Task brief — Reproduce the data below exactly as written. Pictures do not belong in the copy.

Data records —

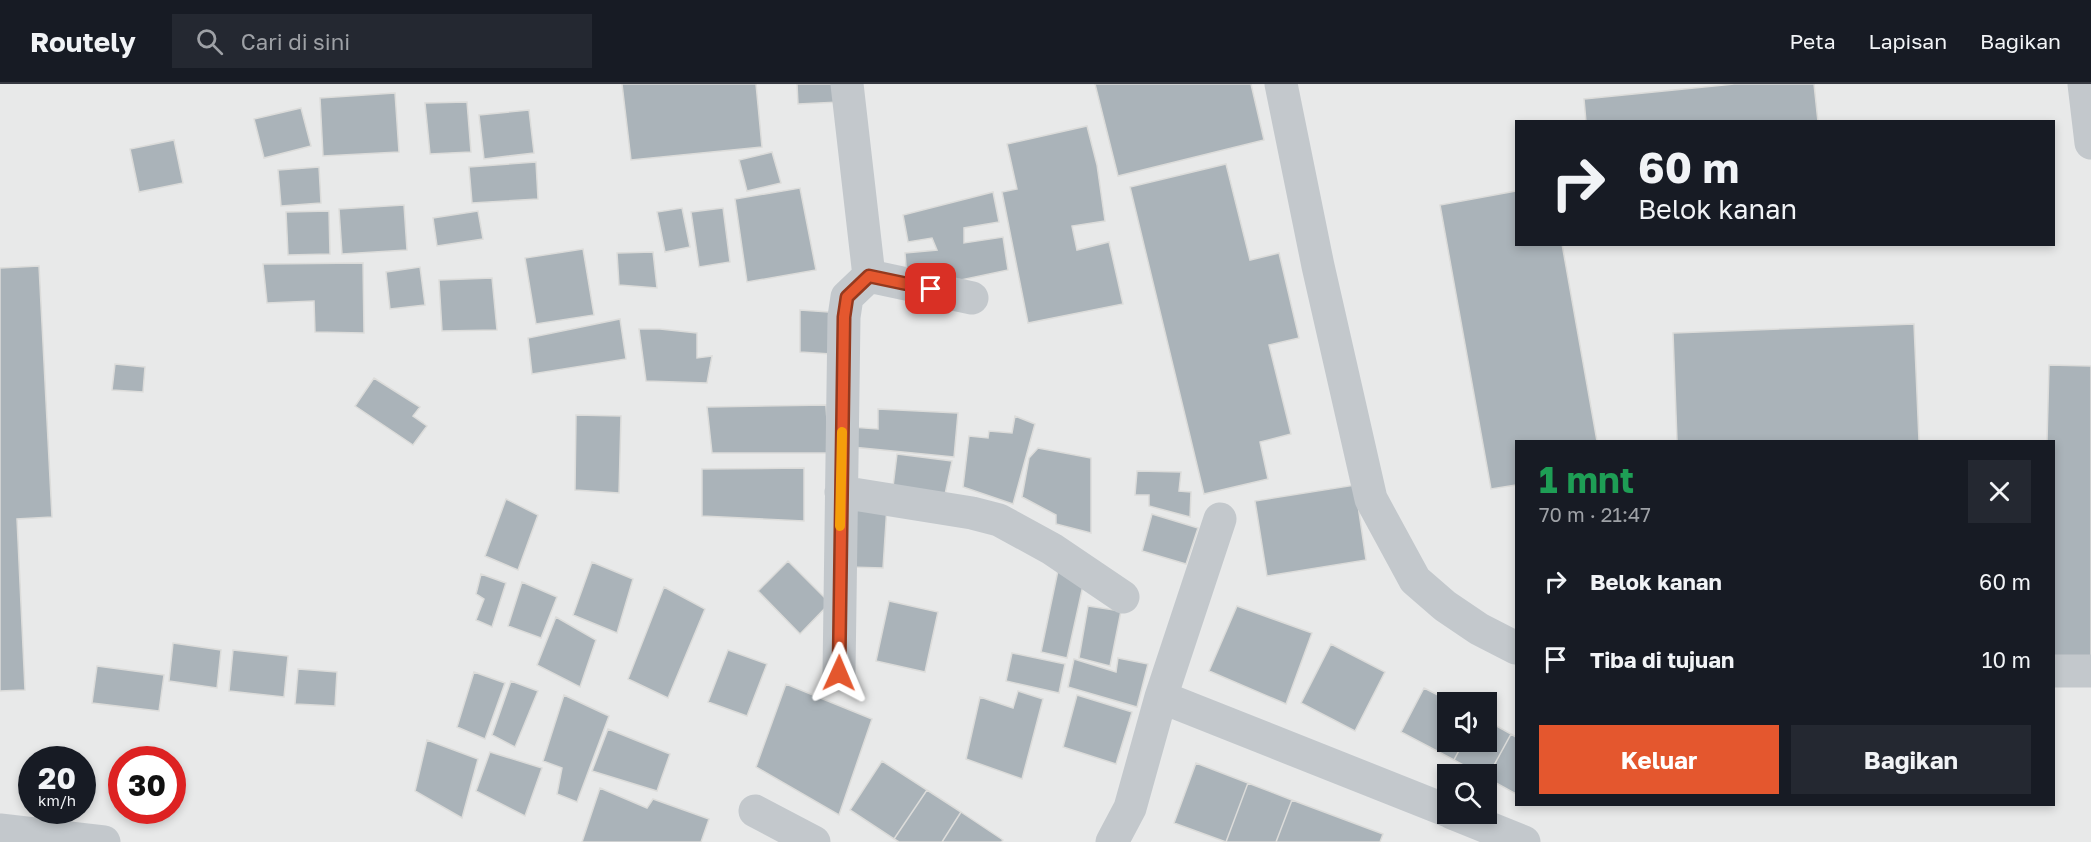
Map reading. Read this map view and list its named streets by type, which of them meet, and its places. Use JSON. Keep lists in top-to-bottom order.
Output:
{
  "page": {
    "header": "Routely",
    "search": "Cari di sini",
    "nav": ["Peta", "Lapisan", "Bagikan"],
    "turn": ["60 m", "Belok kanan"],
    "heading": ["1 mnt", "70 m · 21:47"],
    "list": [
      {
        "name": "Belok kanan",
        "value": "60 m"
      },
      {
        "name": "Tiba di tujuan",
        "value": "10 m"
      }
    ],
    "buttons": ["Keluar", "Bagikan"],
    "speed": "20 km/h",
    "limit": "30"
  }
}
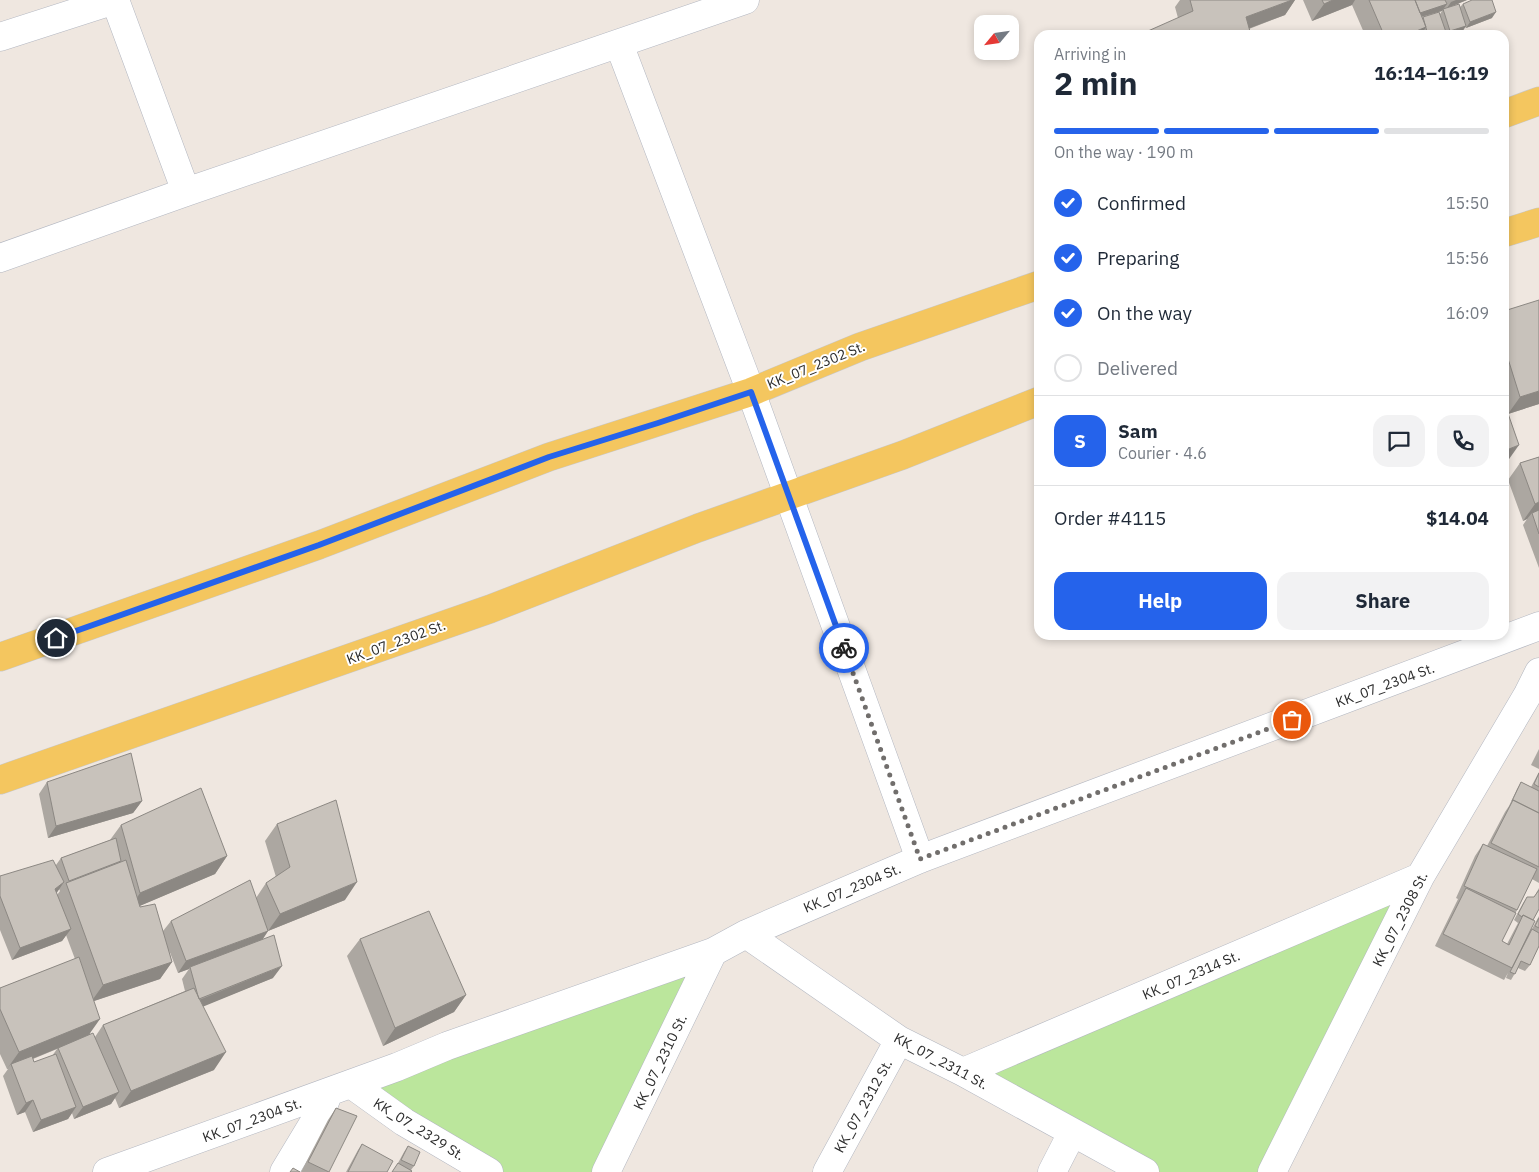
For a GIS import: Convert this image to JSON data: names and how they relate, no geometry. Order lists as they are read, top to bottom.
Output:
{
  "streets": {
    "main road": ["KK_07_2302 St."],
    "street": [
      "KK_07_2304 St.",
      "KK_07_2308 St.",
      "KK_07_2314 St.",
      "KK_07_2311 St.",
      "KK_07_2310 St.",
      "KK_07_2312 St.",
      "KK_07_2329 St."
    ]
  },
  "crossings": [
    ["KK_07_2304 St.", "KK_07_2311 St."],
    ["KK_07_2304 St.", "KK_07_2310 St."],
    ["KK_07_2304 St.", "KK_07_2329 St."],
    ["KK_07_2308 St.", "KK_07_2314 St."],
    ["KK_07_2314 St.", "KK_07_2311 St."],
    ["KK_07_2311 St.", "KK_07_2312 St."]
  ],
  "north": "bottom left",
  "page": {
    "heading": ["2 min", "Arriving in", "16:14–16:19"],
    "panel": [
      "Sam",
      "Courier · 4.6",
      "Order #4115",
      "$14.04"
    ],
    "bar": "On the way · 190 m",
    "list": [
      ["Confirmed", "15:50"],
      ["Preparing", "15:56"],
      ["On the way", "16:09"],
      "Delivered"
    ],
    "round": "S",
    "buttons": ["Help", "Share"]
  }
}
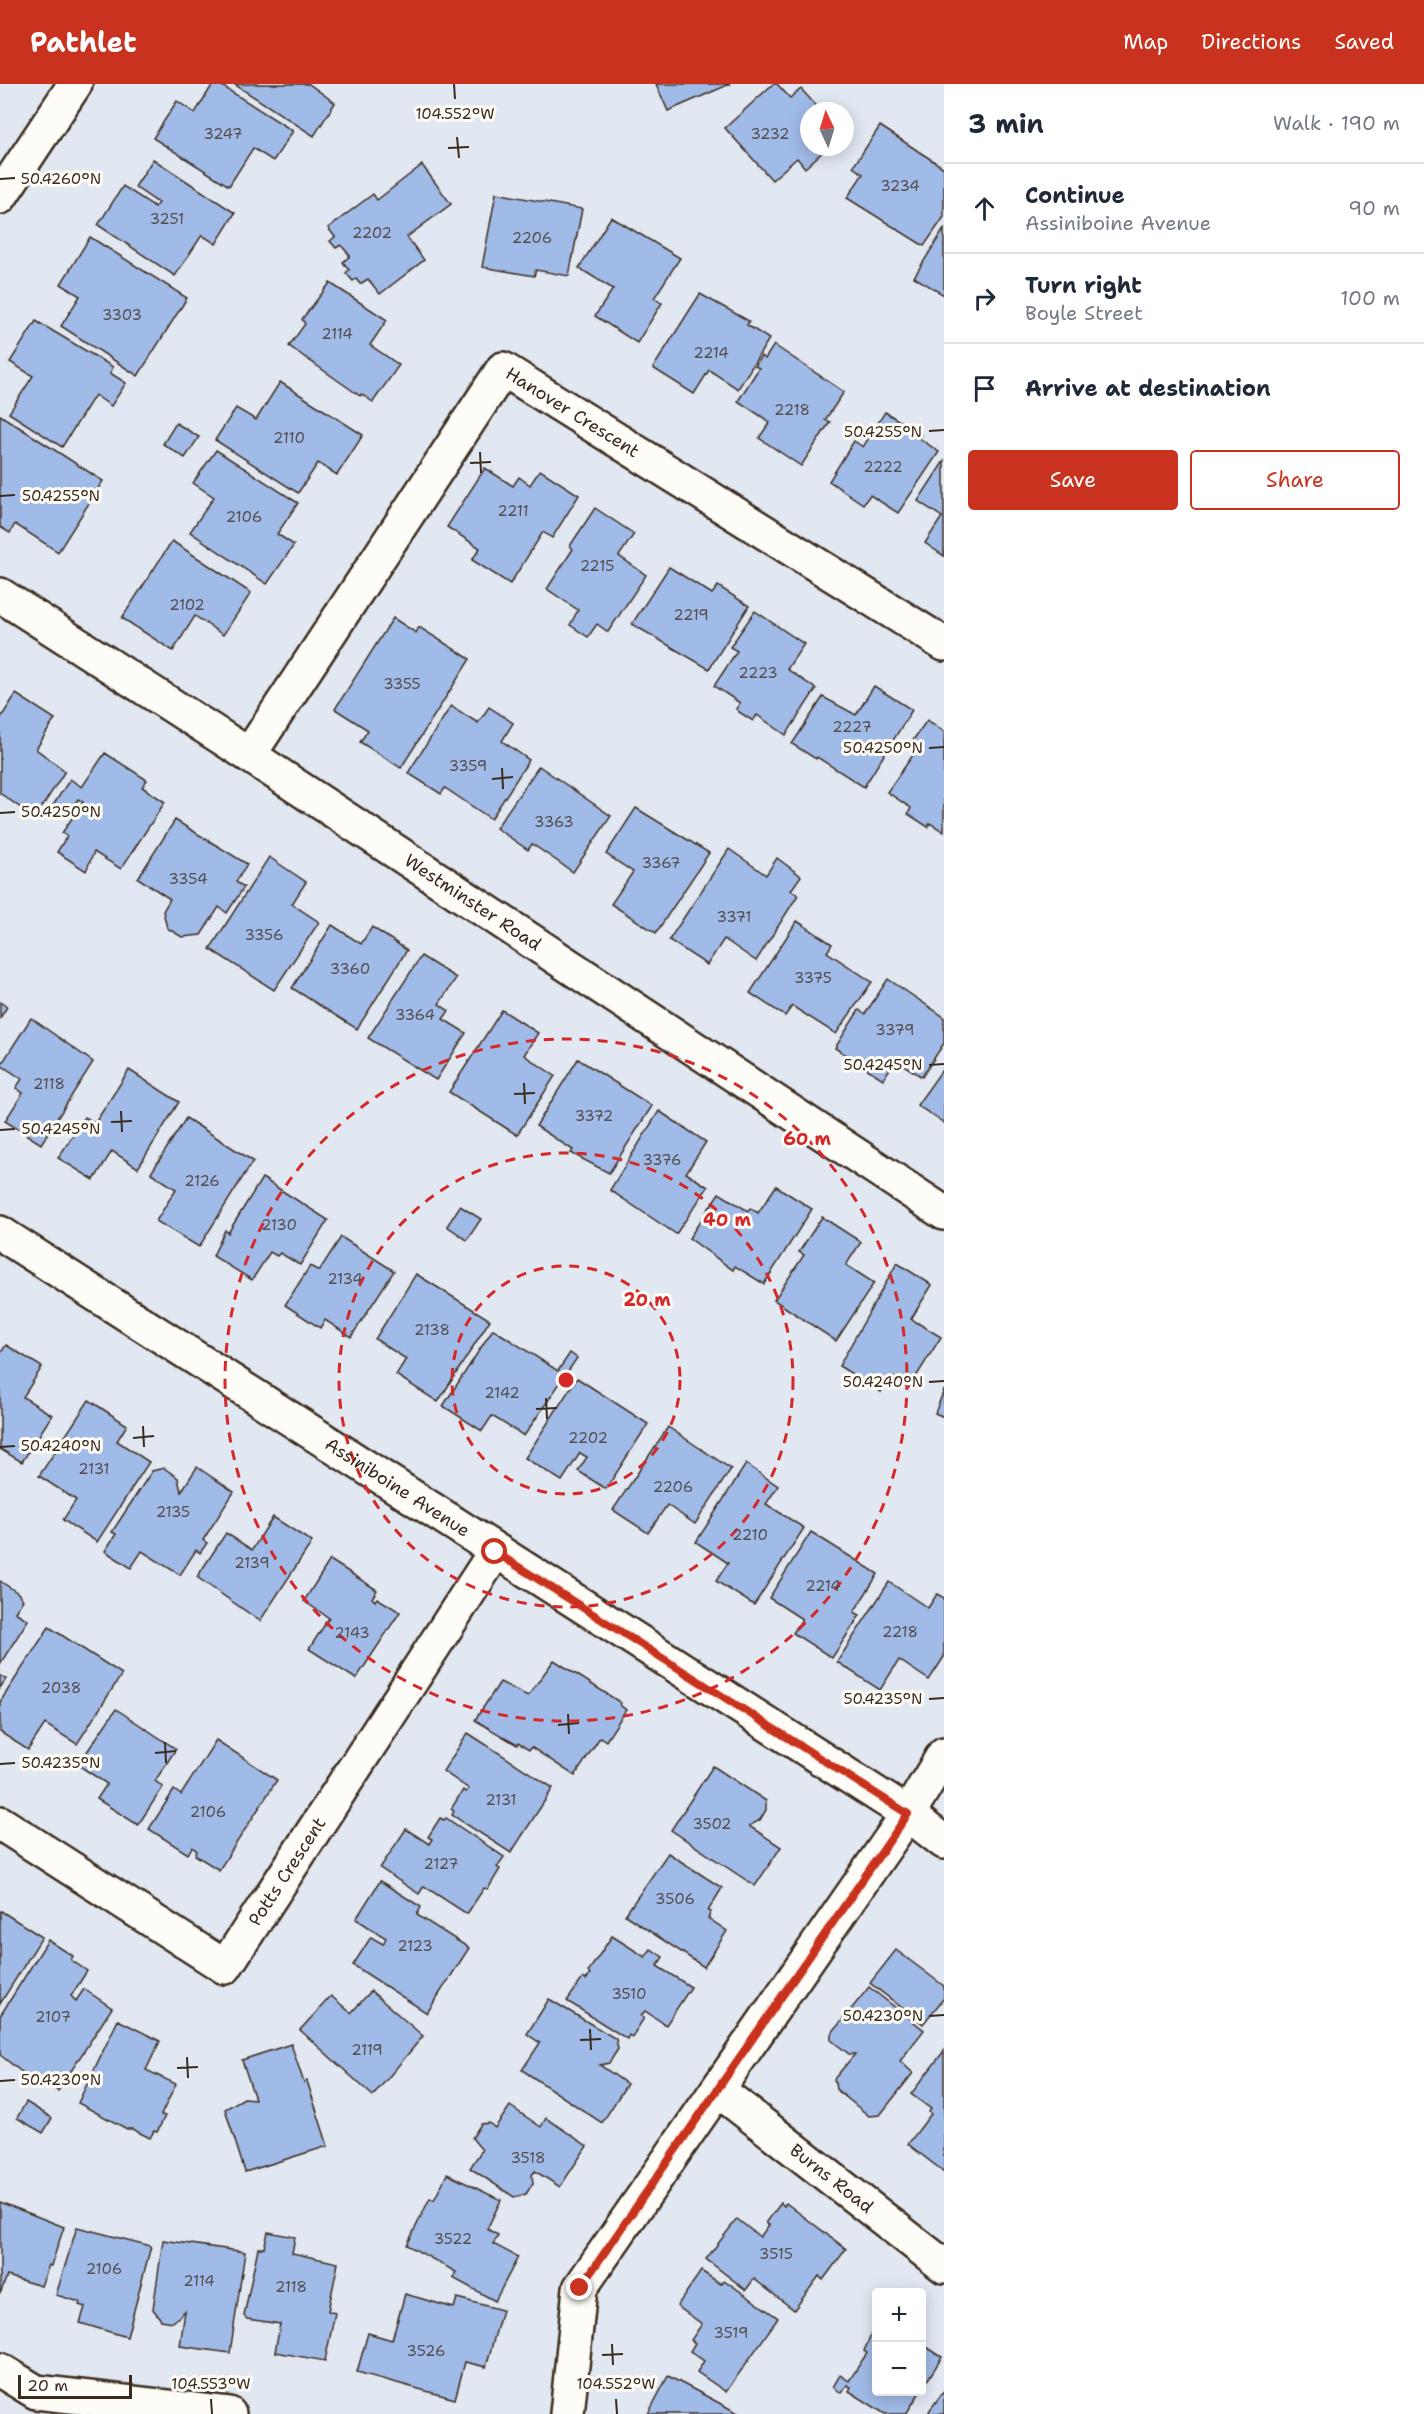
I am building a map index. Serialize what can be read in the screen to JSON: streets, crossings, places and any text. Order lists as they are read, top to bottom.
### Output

Answer space —
Map reading. Read this map view and list its named streets by type, which of them meet, and its places. Use JSON. Keep lists in top-to-bottom order.
Output:
{
  "page": {
    "header": "Routely",
    "search": "Cari di sini",
    "nav": ["Peta", "Lapisan", "Bagikan"],
    "turn": ["60 m", "Belok kanan"],
    "heading": ["1 mnt", "70 m · 21:47"],
    "list": [
      {
        "name": "Belok kanan",
        "value": "60 m"
      },
      {
        "name": "Tiba di tujuan",
        "value": "10 m"
      }
    ],
    "buttons": ["Keluar", "Bagikan"],
    "speed": "20 km/h",
    "limit": "30"
  }
}
For a GIS import: Convert this image to JSON data: names and how they relate, no geometry. Order lists as they are read, top to bottom.
Output:
{
  "streets": {
    "main road": ["KK_07_2302 St."],
    "street": [
      "KK_07_2304 St.",
      "KK_07_2308 St.",
      "KK_07_2314 St.",
      "KK_07_2311 St.",
      "KK_07_2310 St.",
      "KK_07_2312 St.",
      "KK_07_2329 St."
    ]
  },
  "crossings": [
    ["KK_07_2304 St.", "KK_07_2311 St."],
    ["KK_07_2304 St.", "KK_07_2310 St."],
    ["KK_07_2304 St.", "KK_07_2329 St."],
    ["KK_07_2308 St.", "KK_07_2314 St."],
    ["KK_07_2314 St.", "KK_07_2311 St."],
    ["KK_07_2311 St.", "KK_07_2312 St."]
  ],
  "north": "bottom left",
  "page": {
    "heading": ["2 min", "Arriving in", "16:14–16:19"],
    "panel": [
      "Sam",
      "Courier · 4.6",
      "Order #4115",
      "$14.04"
    ],
    "bar": "On the way · 190 m",
    "list": [
      ["Confirmed", "15:50"],
      ["Preparing", "15:56"],
      ["On the way", "16:09"],
      "Delivered"
    ],
    "round": "S",
    "buttons": ["Help", "Share"]
  }
}
I am building a map index. Serialize what can be read in the screen to JSON: streets, crossings, places and any text. Order lists as they are read, top to bottom.
### Output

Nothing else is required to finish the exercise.